What you have to do:
Working from the entries below, tally each line that holds "canvas". Give the tally and nothing else.

Materials provided:
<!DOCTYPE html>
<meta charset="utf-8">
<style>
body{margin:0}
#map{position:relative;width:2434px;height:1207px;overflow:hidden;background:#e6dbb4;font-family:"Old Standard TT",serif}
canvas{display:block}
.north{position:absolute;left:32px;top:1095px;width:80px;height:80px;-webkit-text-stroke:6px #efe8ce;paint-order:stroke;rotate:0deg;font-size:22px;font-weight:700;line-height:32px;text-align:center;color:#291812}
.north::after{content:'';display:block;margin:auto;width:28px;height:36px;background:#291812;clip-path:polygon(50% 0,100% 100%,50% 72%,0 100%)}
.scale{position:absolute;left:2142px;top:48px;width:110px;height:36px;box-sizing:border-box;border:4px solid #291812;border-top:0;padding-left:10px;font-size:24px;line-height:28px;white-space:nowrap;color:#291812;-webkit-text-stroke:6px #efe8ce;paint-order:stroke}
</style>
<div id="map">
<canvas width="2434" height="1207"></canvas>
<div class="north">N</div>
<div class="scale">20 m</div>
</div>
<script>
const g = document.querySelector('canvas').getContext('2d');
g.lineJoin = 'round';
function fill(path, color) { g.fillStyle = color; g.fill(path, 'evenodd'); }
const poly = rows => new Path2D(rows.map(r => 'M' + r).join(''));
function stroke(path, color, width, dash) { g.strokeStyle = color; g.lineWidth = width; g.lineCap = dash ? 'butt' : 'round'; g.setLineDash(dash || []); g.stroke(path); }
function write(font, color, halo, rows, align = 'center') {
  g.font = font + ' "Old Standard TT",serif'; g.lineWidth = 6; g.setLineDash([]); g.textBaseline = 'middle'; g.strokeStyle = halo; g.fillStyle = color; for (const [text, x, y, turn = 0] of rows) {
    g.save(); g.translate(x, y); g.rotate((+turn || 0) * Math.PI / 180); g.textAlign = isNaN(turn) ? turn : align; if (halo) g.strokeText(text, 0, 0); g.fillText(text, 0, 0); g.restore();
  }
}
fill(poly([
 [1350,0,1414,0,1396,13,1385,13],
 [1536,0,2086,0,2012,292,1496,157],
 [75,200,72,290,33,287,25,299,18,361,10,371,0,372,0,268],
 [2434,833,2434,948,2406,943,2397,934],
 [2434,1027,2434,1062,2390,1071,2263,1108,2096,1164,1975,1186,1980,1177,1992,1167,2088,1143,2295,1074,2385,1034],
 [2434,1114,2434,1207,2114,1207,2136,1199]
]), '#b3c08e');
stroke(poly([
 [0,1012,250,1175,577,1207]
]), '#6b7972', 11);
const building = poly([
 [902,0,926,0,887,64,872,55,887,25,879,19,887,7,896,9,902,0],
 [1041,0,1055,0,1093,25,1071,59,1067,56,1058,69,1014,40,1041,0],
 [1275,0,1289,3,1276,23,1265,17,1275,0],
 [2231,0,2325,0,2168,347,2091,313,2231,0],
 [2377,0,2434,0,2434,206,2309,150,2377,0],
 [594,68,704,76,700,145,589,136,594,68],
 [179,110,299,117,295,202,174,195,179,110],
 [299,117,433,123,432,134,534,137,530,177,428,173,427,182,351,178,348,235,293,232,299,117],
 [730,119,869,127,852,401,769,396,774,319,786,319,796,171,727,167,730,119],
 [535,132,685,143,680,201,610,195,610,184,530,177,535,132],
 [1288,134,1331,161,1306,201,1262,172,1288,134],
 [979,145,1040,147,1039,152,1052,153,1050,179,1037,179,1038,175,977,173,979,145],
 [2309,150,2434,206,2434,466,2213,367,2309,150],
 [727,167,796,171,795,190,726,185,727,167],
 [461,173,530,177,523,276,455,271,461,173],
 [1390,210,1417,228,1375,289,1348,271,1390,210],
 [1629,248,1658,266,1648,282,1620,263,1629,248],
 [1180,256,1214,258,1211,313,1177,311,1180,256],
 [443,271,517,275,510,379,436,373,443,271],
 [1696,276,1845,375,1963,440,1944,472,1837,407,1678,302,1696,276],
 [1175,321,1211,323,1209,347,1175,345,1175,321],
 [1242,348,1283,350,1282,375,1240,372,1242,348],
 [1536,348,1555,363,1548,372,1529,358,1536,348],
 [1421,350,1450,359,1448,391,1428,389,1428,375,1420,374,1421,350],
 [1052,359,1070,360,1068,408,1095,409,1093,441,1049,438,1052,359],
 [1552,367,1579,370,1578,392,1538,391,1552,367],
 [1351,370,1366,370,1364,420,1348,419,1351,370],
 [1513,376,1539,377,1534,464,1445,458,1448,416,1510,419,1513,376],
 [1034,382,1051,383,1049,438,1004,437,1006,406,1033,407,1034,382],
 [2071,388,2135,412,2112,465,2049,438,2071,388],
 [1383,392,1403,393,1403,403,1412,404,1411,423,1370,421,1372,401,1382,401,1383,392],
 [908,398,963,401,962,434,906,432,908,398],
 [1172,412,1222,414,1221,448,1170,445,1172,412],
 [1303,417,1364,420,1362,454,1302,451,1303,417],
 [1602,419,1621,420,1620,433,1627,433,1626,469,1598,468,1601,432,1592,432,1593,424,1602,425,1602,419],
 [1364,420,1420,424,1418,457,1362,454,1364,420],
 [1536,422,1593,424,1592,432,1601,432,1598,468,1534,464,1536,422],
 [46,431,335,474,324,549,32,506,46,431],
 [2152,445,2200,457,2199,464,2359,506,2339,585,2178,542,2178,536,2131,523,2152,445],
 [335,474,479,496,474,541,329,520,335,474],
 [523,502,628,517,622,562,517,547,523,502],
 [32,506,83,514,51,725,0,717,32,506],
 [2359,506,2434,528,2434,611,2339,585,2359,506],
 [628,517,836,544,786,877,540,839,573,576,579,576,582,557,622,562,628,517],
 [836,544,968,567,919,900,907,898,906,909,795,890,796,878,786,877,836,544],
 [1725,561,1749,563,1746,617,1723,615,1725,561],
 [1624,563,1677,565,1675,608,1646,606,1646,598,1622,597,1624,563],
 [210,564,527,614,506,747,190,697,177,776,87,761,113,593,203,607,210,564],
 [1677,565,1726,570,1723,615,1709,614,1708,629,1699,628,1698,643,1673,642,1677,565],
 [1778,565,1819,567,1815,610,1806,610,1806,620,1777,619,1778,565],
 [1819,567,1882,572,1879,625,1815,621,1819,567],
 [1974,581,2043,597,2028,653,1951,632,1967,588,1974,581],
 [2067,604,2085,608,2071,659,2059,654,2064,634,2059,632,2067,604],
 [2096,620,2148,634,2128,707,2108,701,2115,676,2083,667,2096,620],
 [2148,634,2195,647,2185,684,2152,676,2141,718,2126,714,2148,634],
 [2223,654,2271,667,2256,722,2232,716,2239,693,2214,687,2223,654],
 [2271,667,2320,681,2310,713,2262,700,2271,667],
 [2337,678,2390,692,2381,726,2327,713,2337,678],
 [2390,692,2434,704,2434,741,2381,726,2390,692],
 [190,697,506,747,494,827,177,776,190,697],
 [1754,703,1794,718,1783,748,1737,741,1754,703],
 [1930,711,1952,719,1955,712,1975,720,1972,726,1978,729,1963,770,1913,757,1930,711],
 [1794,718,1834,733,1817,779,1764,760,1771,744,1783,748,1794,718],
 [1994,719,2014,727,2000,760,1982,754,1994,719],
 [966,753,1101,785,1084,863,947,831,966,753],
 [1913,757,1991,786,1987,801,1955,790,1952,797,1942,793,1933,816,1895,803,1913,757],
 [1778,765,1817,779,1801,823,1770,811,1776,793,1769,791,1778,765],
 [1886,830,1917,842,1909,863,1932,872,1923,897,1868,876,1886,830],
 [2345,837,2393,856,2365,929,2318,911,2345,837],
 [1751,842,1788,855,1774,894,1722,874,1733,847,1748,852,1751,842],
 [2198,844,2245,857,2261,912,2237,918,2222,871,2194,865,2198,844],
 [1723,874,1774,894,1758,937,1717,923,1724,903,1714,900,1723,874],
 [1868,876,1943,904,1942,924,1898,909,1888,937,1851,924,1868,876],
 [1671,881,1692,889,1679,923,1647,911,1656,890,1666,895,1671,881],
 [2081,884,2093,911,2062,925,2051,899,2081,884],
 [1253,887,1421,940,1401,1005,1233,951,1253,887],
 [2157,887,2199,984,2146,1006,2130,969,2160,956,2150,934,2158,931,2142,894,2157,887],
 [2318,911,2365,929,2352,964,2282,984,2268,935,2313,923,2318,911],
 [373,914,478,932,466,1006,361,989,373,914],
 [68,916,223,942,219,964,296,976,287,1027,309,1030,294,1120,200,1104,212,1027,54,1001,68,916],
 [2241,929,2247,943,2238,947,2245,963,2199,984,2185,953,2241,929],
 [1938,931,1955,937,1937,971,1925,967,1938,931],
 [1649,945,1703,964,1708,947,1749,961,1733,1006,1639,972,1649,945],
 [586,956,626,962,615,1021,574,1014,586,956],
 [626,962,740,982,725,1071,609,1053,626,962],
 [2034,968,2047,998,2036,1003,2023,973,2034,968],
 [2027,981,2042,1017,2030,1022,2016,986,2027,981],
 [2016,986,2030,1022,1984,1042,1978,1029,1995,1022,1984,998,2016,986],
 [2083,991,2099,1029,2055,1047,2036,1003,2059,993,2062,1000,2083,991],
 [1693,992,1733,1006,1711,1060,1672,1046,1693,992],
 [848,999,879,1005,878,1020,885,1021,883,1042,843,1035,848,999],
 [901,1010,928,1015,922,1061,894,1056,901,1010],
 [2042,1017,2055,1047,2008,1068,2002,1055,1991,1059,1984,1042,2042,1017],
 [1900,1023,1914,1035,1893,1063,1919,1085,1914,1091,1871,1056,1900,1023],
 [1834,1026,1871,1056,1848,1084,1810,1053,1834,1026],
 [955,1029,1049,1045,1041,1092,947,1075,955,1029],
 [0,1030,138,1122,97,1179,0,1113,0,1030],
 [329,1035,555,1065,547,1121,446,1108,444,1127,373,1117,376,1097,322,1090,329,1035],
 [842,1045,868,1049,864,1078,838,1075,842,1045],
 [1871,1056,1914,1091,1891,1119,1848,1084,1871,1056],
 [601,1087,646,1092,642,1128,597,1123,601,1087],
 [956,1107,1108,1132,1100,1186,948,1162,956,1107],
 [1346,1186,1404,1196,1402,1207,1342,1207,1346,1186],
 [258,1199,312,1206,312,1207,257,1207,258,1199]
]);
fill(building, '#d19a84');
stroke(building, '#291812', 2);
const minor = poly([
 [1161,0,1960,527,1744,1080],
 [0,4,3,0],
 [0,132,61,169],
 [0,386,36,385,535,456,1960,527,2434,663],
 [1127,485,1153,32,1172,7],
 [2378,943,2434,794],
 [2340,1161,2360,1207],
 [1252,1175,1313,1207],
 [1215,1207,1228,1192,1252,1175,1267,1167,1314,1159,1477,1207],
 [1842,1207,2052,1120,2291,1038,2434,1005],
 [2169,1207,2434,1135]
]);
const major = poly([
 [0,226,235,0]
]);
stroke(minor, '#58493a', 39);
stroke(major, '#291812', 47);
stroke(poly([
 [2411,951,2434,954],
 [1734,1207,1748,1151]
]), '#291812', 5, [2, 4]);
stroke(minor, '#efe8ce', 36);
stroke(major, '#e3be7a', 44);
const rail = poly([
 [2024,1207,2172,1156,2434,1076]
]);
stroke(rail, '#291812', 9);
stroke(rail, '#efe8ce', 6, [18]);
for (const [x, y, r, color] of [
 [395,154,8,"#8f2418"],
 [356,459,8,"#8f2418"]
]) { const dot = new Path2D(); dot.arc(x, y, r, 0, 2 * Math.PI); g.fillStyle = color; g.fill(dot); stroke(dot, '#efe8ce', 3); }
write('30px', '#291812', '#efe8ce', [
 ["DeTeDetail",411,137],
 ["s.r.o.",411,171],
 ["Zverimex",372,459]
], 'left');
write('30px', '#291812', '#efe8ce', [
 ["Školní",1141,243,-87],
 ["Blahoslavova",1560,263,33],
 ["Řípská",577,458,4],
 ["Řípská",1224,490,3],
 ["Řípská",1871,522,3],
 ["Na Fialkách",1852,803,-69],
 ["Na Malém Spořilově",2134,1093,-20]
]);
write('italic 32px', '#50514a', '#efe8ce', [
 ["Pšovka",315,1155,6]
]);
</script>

Exercise solution:
3